◆ **Problem to solve**:
Every entry must be given again exactly.
---------- Given data ----------
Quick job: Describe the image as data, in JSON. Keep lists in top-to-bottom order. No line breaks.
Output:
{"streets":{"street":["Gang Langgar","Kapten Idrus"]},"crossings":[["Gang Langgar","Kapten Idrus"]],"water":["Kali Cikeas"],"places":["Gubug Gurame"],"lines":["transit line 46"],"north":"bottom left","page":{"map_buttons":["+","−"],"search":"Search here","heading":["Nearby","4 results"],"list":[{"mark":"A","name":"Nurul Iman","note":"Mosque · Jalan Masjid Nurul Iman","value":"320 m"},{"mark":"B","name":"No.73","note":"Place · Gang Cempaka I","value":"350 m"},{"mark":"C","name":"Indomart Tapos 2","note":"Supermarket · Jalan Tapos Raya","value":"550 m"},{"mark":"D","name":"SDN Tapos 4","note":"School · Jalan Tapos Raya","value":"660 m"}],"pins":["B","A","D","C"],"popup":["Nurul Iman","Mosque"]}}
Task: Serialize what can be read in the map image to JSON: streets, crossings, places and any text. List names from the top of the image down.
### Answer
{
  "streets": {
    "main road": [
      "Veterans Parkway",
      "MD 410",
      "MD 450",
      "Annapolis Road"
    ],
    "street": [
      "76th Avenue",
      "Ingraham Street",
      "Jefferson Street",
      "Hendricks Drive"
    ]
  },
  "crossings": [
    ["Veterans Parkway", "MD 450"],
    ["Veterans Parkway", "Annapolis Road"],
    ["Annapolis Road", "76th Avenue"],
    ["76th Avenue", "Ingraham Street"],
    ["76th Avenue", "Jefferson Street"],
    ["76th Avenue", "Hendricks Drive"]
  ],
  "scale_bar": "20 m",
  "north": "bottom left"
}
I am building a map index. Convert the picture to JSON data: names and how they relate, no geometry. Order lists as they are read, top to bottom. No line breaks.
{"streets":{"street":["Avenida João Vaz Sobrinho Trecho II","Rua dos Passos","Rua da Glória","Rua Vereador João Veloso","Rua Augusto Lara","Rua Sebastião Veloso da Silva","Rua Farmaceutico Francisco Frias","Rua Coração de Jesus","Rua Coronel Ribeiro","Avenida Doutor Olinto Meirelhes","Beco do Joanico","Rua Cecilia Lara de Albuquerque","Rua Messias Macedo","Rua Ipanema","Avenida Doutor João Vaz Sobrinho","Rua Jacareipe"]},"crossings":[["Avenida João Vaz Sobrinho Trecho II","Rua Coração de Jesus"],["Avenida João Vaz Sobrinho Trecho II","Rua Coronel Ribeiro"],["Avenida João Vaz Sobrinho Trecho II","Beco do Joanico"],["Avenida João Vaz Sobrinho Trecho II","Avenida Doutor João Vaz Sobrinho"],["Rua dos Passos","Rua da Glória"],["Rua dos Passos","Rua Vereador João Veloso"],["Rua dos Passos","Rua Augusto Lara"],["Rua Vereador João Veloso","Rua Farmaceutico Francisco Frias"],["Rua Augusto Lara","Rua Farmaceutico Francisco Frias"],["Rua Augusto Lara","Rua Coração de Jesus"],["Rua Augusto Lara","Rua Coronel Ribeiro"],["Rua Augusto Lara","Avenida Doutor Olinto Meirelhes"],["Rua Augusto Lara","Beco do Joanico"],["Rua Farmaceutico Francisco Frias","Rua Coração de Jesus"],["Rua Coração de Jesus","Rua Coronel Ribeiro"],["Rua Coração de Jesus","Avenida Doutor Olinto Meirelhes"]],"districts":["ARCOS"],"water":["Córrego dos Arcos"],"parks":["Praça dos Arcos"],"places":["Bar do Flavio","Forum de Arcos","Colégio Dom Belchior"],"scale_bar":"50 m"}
----------
◆ **The answer**:
Quick job: Describe the image as data, in JSON. Keep lists in top-to-bottom order. No line breaks.
Output:
{"streets":{"street":["Gang Langgar","Kapten Idrus"]},"crossings":[["Gang Langgar","Kapten Idrus"]],"water":["Kali Cikeas"],"places":["Gubug Gurame"],"lines":["transit line 46"],"north":"bottom left","page":{"map_buttons":["+","−"],"search":"Search here","heading":["Nearby","4 results"],"list":[{"mark":"A","name":"Nurul Iman","note":"Mosque · Jalan Masjid Nurul Iman","value":"320 m"},{"mark":"B","name":"No.73","note":"Place · Gang Cempaka I","value":"350 m"},{"mark":"C","name":"Indomart Tapos 2","note":"Supermarket · Jalan Tapos Raya","value":"550 m"},{"mark":"D","name":"SDN Tapos 4","note":"School · Jalan Tapos Raya","value":"660 m"}],"pins":["B","A","D","C"],"popup":["Nurul Iman","Mosque"]}}
Task: Serialize what can be read in the map image to JSON: streets, crossings, places and any text. List names from the top of the image down.
### Answer
{
  "streets": {
    "main road": [
      "Veterans Parkway",
      "MD 410",
      "MD 450",
      "Annapolis Road"
    ],
    "street": [
      "76th Avenue",
      "Ingraham Street",
      "Jefferson Street",
      "Hendricks Drive"
    ]
  },
  "crossings": [
    ["Veterans Parkway", "MD 450"],
    ["Veterans Parkway", "Annapolis Road"],
    ["Annapolis Road", "76th Avenue"],
    ["76th Avenue", "Ingraham Street"],
    ["76th Avenue", "Jefferson Street"],
    ["76th Avenue", "Hendricks Drive"]
  ],
  "scale_bar": "20 m",
  "north": "bottom left"
}
I am building a map index. Convert the picture to JSON data: names and how they relate, no geometry. Order lists as they are read, top to bottom. No line breaks.
{"streets":{"street":["Avenida João Vaz Sobrinho Trecho II","Rua dos Passos","Rua da Glória","Rua Vereador João Veloso","Rua Augusto Lara","Rua Sebastião Veloso da Silva","Rua Farmaceutico Francisco Frias","Rua Coração de Jesus","Rua Coronel Ribeiro","Avenida Doutor Olinto Meirelhes","Beco do Joanico","Rua Cecilia Lara de Albuquerque","Rua Messias Macedo","Rua Ipanema","Avenida Doutor João Vaz Sobrinho","Rua Jacareipe"]},"crossings":[["Avenida João Vaz Sobrinho Trecho II","Rua Coração de Jesus"],["Avenida João Vaz Sobrinho Trecho II","Rua Coronel Ribeiro"],["Avenida João Vaz Sobrinho Trecho II","Beco do Joanico"],["Avenida João Vaz Sobrinho Trecho II","Avenida Doutor João Vaz Sobrinho"],["Rua dos Passos","Rua da Glória"],["Rua dos Passos","Rua Vereador João Veloso"],["Rua dos Passos","Rua Augusto Lara"],["Rua Vereador João Veloso","Rua Farmaceutico Francisco Frias"],["Rua Augusto Lara","Rua Farmaceutico Francisco Frias"],["Rua Augusto Lara","Rua Coração de Jesus"],["Rua Augusto Lara","Rua Coronel Ribeiro"],["Rua Augusto Lara","Avenida Doutor Olinto Meirelhes"],["Rua Augusto Lara","Beco do Joanico"],["Rua Farmaceutico Francisco Frias","Rua Coração de Jesus"],["Rua Coração de Jesus","Rua Coronel Ribeiro"],["Rua Coração de Jesus","Avenida Doutor Olinto Meirelhes"]],"districts":["ARCOS"],"water":["Córrego dos Arcos"],"parks":["Praça dos Arcos"],"places":["Bar do Flavio","Forum de Arcos","Colégio Dom Belchior"],"scale_bar":"50 m"}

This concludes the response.